The report said they had originally thought the attack was some kind of joke, but realized it was serious when they saw Breivik shoot three people dead, including a friend.

They fled to the woods, where Movsar telephoned his father, who told him to try to stop Breivik if he could and to stay calm and help other people.

After throwing stones at Breivik, the report said they gathered a group of survivors in a hiding place near the shoreline.

Movsar pulled three people from the water, deciding it was too cold to try to swim to safety.

Breivik returns to island
The report emerged after Breivik was taken back to the island Saturday.

Held tightly on a police leash, he took part in a reconstruction of his actions on July 22 for police.

In a photograph of the visit carried by the VG newspaper, Breivik is shown standing in a shooting position, as if aiming a rifle at someone in the water trying to swim away.

The killings on the island happened after Breivik killed eight people in the capital Oslo with a bomb.

On the island, Breivik described the killings in close detail during an eight-hour tour with 10-12 police, prosecutor Paal-Fredrik Hjort Kraby told a press conference in Oslo.

The hearing took place amid a massive security operation that aimed to avoid escape attempts by Breivik and protect him against potential avengers.

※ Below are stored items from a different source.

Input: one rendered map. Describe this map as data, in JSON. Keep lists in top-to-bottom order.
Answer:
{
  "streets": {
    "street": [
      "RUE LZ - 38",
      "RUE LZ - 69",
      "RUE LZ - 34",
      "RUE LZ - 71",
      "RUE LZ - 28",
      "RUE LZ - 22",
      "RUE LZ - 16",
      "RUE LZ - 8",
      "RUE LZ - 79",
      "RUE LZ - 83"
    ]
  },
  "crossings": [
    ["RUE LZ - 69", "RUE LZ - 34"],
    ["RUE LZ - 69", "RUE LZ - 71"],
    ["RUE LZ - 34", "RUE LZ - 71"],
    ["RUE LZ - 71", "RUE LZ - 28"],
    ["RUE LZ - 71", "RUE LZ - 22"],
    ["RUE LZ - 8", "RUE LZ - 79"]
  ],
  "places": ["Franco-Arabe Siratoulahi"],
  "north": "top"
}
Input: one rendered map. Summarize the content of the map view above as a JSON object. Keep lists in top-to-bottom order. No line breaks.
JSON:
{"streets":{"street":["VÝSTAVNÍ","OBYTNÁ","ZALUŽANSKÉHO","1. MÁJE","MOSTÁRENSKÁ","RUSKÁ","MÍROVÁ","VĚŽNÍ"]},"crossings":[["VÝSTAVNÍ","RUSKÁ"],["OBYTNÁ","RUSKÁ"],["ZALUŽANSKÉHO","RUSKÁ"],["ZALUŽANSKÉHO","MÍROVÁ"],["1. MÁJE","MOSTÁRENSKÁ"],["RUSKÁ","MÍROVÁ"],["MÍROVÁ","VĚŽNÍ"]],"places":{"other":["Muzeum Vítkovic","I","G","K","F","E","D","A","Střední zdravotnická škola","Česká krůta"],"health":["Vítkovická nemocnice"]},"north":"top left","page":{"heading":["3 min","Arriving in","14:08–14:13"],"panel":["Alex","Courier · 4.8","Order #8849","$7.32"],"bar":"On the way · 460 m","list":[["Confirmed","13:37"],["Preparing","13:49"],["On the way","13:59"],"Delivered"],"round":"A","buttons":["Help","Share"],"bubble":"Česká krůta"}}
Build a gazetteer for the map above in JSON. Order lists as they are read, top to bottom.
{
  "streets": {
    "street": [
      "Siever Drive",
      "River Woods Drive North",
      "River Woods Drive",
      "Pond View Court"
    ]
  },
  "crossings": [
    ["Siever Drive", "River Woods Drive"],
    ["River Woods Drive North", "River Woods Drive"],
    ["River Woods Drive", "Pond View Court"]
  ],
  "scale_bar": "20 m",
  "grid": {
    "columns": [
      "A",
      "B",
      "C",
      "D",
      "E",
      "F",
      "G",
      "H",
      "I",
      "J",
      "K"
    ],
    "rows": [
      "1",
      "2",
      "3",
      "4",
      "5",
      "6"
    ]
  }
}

"We were able to animate his memory with regard to what happened out there," police prosecutor Paal-Fredrik Hjort Kraby told reporters Sunday, adding that "many new details" emerged in the eight-hour journey around the island Saturday.

"The suspect showed he wasn't emotionally unaffected by being back at Utoya ... but didn't show any remorse," Kraby said.

"He has been questioned for around 50 hours about this, and he has always been calm, detailed and collaborative, and that was also the case on Utoya," he said.

Breivik walked roughly the same route as the one he took during the shooting spree and explained what happened with as little interference as possible from police, Hjort Kraby said.

The entire hearing was filmed by police and will later be used in court, he added.

Images of the reconstruction published in the Norwegian daily VG show Breivik simulating shots into the water, where panicked teenagers tried to escape from him.

It had been arranged to avoid the need for a reconstruction in the midst of the trial and to make the suspect remember more details, Hjort Kraby said.

The prosecutor also confirmed Norwegian media reports that police received several phone calls from Breivik himself during the terror attack, but wouldn't say how police had reacted to the calls.

According to Norwegian daily Aftenposten, Breivik offered to surrender several times and asked police to call him back, but they didn't.

Breivik's lawyer has said he has admitted to the terror attacks, but denies criminal guilt because he believes the massacre was necessary to save Norway and Europe from Muslims and punish politicians who have embraced multiculturalism.

Breivik faces up to 21 years in prison if he is convicted on terrorism charges, but an alternative custody arrangement — if he is still considered a danger to the public — could keep him behind bars indefinitely.